Throckmorton Fine Art is delighted to host Ropp’s first exhibition at the gallery from May 3 through June 23, 2018.

William Ropp says his maternal great-grandfather, Louis Jacolliot, is directly responsible for enlightening his childhood so brilliantly. A frequent traveler, Jacolliot was a judge in Tahiti and president in India of the Chandernagor court. During his short life (1837-1890) he managed to write over 50 books as erudite as they were disparate: of an Indian version of the genesis translated from Sanskrit, after which he wrote The Bible in India or the Life of Lezeus Christina, which earned him scathing criticism and blacklisting from ecclesiastical authorities, to fantastic works, including a novel and travelogue, that take us from the Australian continent to the African jungles.
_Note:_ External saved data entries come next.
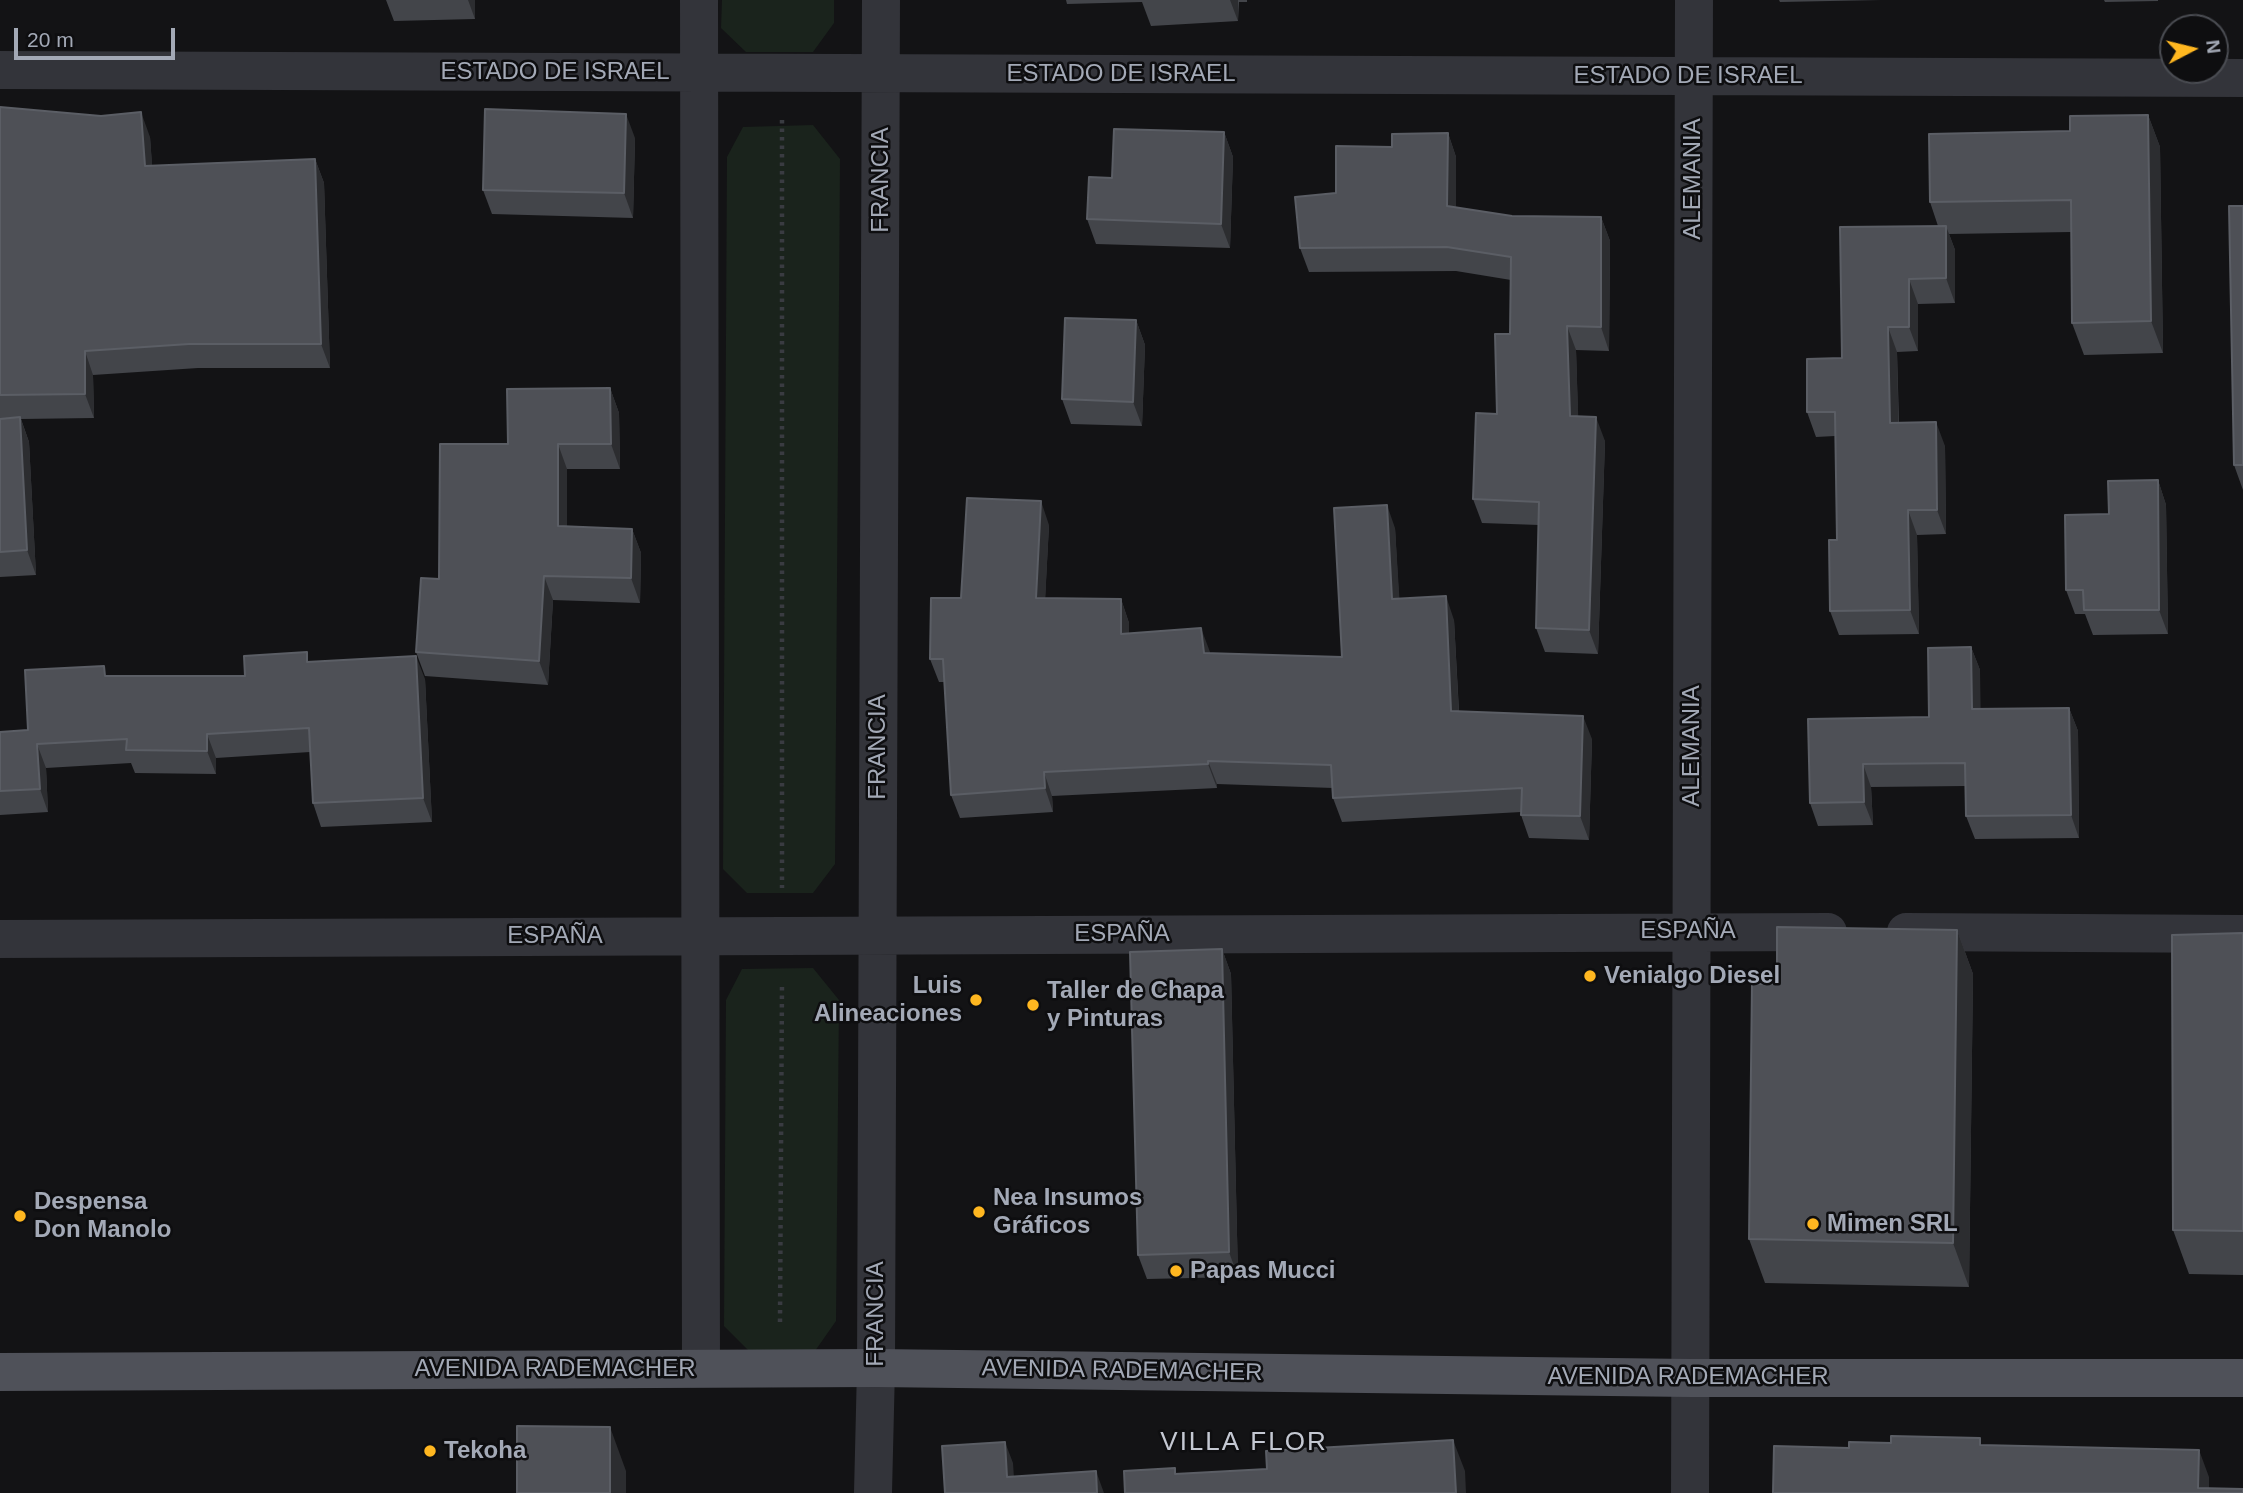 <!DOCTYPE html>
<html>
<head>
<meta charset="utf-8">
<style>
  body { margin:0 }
  #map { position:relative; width:2243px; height:1493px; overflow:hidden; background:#131315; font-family:Arial,sans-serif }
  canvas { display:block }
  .north { position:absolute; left:2159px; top:14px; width:70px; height:70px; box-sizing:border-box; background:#0e0e10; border:2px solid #4a4c52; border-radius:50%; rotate:83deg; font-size:19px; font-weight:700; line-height:28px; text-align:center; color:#a3a9b6 }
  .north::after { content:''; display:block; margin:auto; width:24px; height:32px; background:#ffb720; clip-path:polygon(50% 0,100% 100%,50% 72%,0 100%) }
  .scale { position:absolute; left:14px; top:28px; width:161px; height:32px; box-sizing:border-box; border:4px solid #a3a9b6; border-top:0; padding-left:9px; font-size:21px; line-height:24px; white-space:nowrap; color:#a3a9b6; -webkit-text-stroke:5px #0e0e10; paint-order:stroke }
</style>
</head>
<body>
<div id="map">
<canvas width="2243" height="1493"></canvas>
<div class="north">N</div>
<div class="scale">20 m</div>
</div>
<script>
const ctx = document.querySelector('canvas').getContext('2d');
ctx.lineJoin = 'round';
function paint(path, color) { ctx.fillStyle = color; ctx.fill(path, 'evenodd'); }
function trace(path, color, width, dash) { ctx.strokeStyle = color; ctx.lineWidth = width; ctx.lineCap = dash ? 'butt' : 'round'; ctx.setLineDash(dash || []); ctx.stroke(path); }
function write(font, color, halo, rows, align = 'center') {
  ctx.font = font + ' Arial,sans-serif'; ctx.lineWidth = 5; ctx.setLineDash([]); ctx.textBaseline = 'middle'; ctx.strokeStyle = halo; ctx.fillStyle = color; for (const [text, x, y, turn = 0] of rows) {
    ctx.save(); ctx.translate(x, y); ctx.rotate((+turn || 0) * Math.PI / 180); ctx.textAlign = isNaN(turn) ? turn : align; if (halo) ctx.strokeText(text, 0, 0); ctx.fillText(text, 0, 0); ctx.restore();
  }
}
paint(new Path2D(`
  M722,0H834V23L813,52H746L721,28Z
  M813,125L840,159L835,864L813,893H747L723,869L727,157L743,127Z
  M813,968L839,1000L836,1321L815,1351L748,1350L724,1326L726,1000L742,969Z`), '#1a231c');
trace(new Path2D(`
  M782,120V888
  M780,1322L782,984`), '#393b41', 4.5, [3.5, 5]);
trace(new Path2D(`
  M699,0L701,1368
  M0,70L2243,78
  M1906,932L2243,934
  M0,939L1828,932
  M873,1493L876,1368L881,0
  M1690,1493L1694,0`), '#33343a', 38);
trace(new Path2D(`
  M0,1372L876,1368L1691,1378H2243`), '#4f5159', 38);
paint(new Path2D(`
  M386,0H475V19L394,21Z
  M1066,0H1247V2H1239L1238,21L1151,26L1142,2L1067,4Z
  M1779,0H1881L1780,2Z
  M2104,0H2158V1L2105,2Z
  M0,107L150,137L152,166L315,159L324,183L330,368H198L93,375L94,418L21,419L29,442L36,575L0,577Z
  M2148,115L2160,147L2163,353L2084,355L2072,323L2071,232L1949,234L1955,250V303L1918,304V351L1897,352L1899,422L1945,446L1946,534L1917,535L1919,634L1839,635L1830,611L1837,540L1835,436L1816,437L1807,412L1842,358L1938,226L1930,202L2070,131Z
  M1224,132L1233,157L1230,248L1096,244L1087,219L1112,178Z
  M1448,133L1456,157V207L1512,216L1601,217L1610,241L1609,351L1576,350L1578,416L1605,441L1598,654L1545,652L1536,628L1539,525L1482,523L1473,499L1497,414L1510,334L1511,280L1456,271L1309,272L1300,248L1336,193L1392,147Z
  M635,138L633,218L492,214L483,190Z
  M2243,206V490L2234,465Z
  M1136,320L1145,345L1142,426L1071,424L1062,399Z
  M610,388L619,413L620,469H567V527L632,529L641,553L640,603L553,600L548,685L425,676L416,652L439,579L508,444Z
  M2158,480L2166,505L2168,634L2093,635L2085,614H2075L2066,590L2109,514Z
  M1049,525L1045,599H1121L1129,623V633L1210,653L1342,657L1395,528L1399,599L1454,620L1459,711L1592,739L1589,840L1529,838L1521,815V812L1342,822L1333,798V788L1217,784V788L1052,796L1053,812L960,818L951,795L945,682H939L930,659L961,598Z
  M1971,647L1980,670V709L2069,708L2078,731L2079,838L1975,839L1966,816V786L1871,787L1873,825L1818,826L1810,803L1808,719L1929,717Z
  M310,662L425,679L432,822L321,827L313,803L310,752L216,758V774L135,773L131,763L46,768L48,812L0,815V732L28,730L108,676H245Z
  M1957,930L1973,974L1969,1287L1765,1283L1749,1239L1777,984Z
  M2243,933V1275L2189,1274L2173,1230Z
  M1222,949L1231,974L1238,1277L1147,1279L1138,1255Z`), '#43454a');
paint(new Path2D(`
  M468,0H475V19Z
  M1230,0H1238V21Z
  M141,112L150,137L154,190L145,166Z
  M626,114L635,138L633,218L624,193Z
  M2148,115L2160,147L2163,353L2151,321Z
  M1224,132L1233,157L1230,248L1221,224Z
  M1448,133L1456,157V230L1447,206Z
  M315,159L324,183L330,368L321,344Z
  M1601,217L1610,241L1609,351L1601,327Z
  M1946,226L1955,250V303L1946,278Z
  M1909,279L1918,304V351L1909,327Z
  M1136,320L1145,345L1142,426L1133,402Z
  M1567,326L1576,350L1579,440L1570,416Z
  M1888,327L1897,352L1899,447L1890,423Z
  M85,351L93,375L94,418L85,394Z
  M610,388L619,413L620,469L611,444Z
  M20,417L29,442L36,575L27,550Z
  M1596,417L1605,441L1598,654L1589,630Z
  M1936,422L1945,446L1946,534L1937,510Z
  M558,444L567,469V551L558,526Z
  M2158,480L2166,505L2168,634L2159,610Z
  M1041,501L1049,525L1044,622L1036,598Z
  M1387,505L1395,528L1401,623L1392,599Z
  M1908,510L1917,535L1919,634L1910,610Z
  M632,529L641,553L640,603L631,578Z
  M544,576L553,600L548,685L539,661Z
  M1446,596L1454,620L1460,734L1451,711Z
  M1121,599L1129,623V657L1121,634Z
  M1201,628L1210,652L1212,677L1204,653Z
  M1971,647L1980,670L1981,732L1972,709Z
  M416,656L425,679L432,822L423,798Z
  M2069,708L2078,731L2079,838L2071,815Z
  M1583,716L1592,739L1589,840L1580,816Z
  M207,734L216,758V774L207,751Z
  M37,744L46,768L48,812L40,789Z
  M1208,761L1217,784V788L1208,764Z
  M1863,764L1871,787L1873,825L1864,802Z
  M1044,772L1052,796L1053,812L1045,788Z
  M1957,930L1973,974L1969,1287L1953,1243Z
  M1222,949L1231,974L1238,1277L1229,1252Z
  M610,1427L626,1471V1493H610Z
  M1453,1440L1465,1471L1466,1493H1456Z
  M1005,1442L1013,1463L1015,1493L1007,1477Z
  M2199,1450L2209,1477V1493L2198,1488Z
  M1096,1471L1104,1493H1097Z`), '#2c2d30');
const building = new Path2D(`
  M0,107L101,116L141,112L145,166L315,159L321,344H189L85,351V394L0,395Z
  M485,109L626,114L624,193L483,190Z
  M2148,115L2151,321L2072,323L2071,200L1930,202L1929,134L2070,131V116Z
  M1114,129L1224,132L1221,224L1087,219L1089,177L1112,178Z
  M1448,133L1447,206L1512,216L1601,217V327L1567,326L1570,416L1596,417L1589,630L1536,628L1539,502L1473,499L1476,413L1497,414L1495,334H1510L1511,257L1447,247L1300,248L1295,197L1336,193V146L1392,147V134Z
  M2229,206H2243V465H2234Z
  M1946,226V278L1909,279V327H1888L1890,423L1936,422L1937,510H1908L1910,610L1830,611L1829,540H1837L1835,412H1807V359L1842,358L1840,227Z
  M1065,318L1136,320L1133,402L1062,399Z
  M610,388L611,444H558V526L632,529L631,578L544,576L539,661L416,652L421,578L439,579L440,444H508L507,389Z
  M20,417L27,550L0,552V419Z
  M2158,480L2159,610H2084L2083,590H2066L2065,515L2109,514L2108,481Z
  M967,498L1041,501L1036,598L1121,599V634L1201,628L1204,653L1342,657L1334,508L1387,505L1392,599L1446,596L1451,711L1583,716L1580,816L1521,815L1522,788L1333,798L1331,765L1208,761V764L1044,772L1045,788L951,795L943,659H930L931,598H961Z
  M1971,647L1972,709L2069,708L2071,815L1966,816L1965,763L1863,764L1864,802L1810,803L1808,719L1929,717L1928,648Z
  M307,652V662L416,656L423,798L313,803L309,728L207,734V751L126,750L127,739L37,744L40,789L0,791V732L28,730L25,670L104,666L105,676H245L244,656Z
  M1777,927L1957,930L1953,1243L1749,1239L1752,984H1777Z
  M2243,933V1231L2173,1230L2172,935Z
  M1222,949L1229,1252L1138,1255L1130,952Z
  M517,1426L610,1427V1493H517Z
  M1891,1436L1980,1438V1445L2199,1450L2198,1488L2243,1489V1493H1773L1774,1446L1849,1448V1442L1891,1443Z
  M1453,1440L1456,1493H1125L1124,1471L1175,1468V1474L1267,1469L1266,1451Z
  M1005,1442L1007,1477L1096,1471L1097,1493H945L942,1446Z`);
paint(building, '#4e5056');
trace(building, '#5b5e65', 2);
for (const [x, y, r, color] of [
  [1590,976,7,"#ffb720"],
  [976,1000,7,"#ffb720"],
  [1033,1005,7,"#ffb720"],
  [979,1212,7,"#ffb720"],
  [20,1216,7,"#ffb720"],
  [1813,1224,7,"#ffb720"],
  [1176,1271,7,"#ffb720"],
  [430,1451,7,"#ffb720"]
]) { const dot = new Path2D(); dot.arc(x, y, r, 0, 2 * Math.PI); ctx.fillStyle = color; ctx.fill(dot); trace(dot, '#0e0e10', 2.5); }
write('24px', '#a3a9b6', '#0e0e10', [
  ["ESTADO DE ISRAEL",555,72],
  ["ESTADO DE ISRAEL",1121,74],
  ["ESTADO DE ISRAEL",1688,76],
  ["ALEMANIA",1693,179,-90],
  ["FRANCIA",881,180,-90],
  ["ALEMANIA",1692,746,-90],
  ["FRANCIA",878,747,-90],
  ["ESPAÑA",1688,931],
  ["ESPAÑA",1122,934],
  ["ESPAÑA",555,936],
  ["FRANCIA",876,1314,-90],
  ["AVENIDA RADEMACHER",555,1369],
  ["AVENIDA RADEMACHER",1122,1371,1],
  ["AVENIDA RADEMACHER",1688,1377]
]);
write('bold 24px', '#a3a9b6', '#0e0e10', [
  ["Venialgo Diesel",1604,976],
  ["Luis",962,986,"right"],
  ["Alineaciones",962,1014,"right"],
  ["Taller de Chapa",1047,991],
  ["y Pinturas",1047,1019],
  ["Nea Insumos",993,1198],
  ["Gráficos",993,1226],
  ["Despensa",34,1202],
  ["Don Manolo",34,1230],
  ["Mimen SRL",1827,1224],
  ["Papas Mucci",1190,1271],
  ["Tekoha",444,1451]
], 'left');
ctx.letterSpacing = '2px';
write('26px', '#c4c8d2', '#0e0e10', [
  ["VILLA FLOR",1244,1443]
]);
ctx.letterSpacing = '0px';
</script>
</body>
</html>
Ropp’s choice of vocations and love of reading began at age eight with titles such as “The Runner of the Jungles” (1888) and “The Mysterious Africa” (1877). He says he devoured his great-grandfather’s works, often falling asleep with scenes taken from the “Journey to the Land of the Monkeys,” where he describes sitting around a campfire listening to throbbing native songs. He assimilated many local dialects which allowed him to react quickly. His stories resonated deeply with Ropp but it was not until age 40 that the seeds in his memory began to germinate. Then came an irrepressible desire for Africa. His first trip was to Dogon Country in Mali. A country full of myths where the Tellems, — liliputian beings still living in the 15th century, hung between heaven and earth in troglodyte alveoli of the purple cliff of Bandiagara as protection from predators. (Currently the only ones that remain are tourists plundering archaeological treasures.)

Ropp says his next journey was to Senegal with its wrestlers wielding mythical power, turning upside down the image of the Senegalese gunner and his beatific smile “Banania.” Then, at last, his first trip to Ethiopia – what he describes as an extravagant mosaic of lights and shadows at work as a fortress to protect against mountain invasions. Ropp has been back many times with his Ethiopia photographs expressing his perpetual delight encountering human brotherkind in such an amazing locale. The deep respect he feels in the presence of each of them – from the young priest met in a troglodyte church of Tigray, whose infinite sweetness of eyes penetrated his eyes, now saturated with tears as he desperately tried to print his image so that they live forever in this book. Ropp says he particularly like the “s” in Afriques because it is hardly possible to not apply the plural to Africa given its so obvious cultural disparities, from the arid sands of the Taoudeni to the rainbow nations of the Republic of South Africa.

Spencer Throckmorton adds that Ropp has a way of capturing not just his subject’s feelings and emotions, but the true depth of their vulnerability and humanism.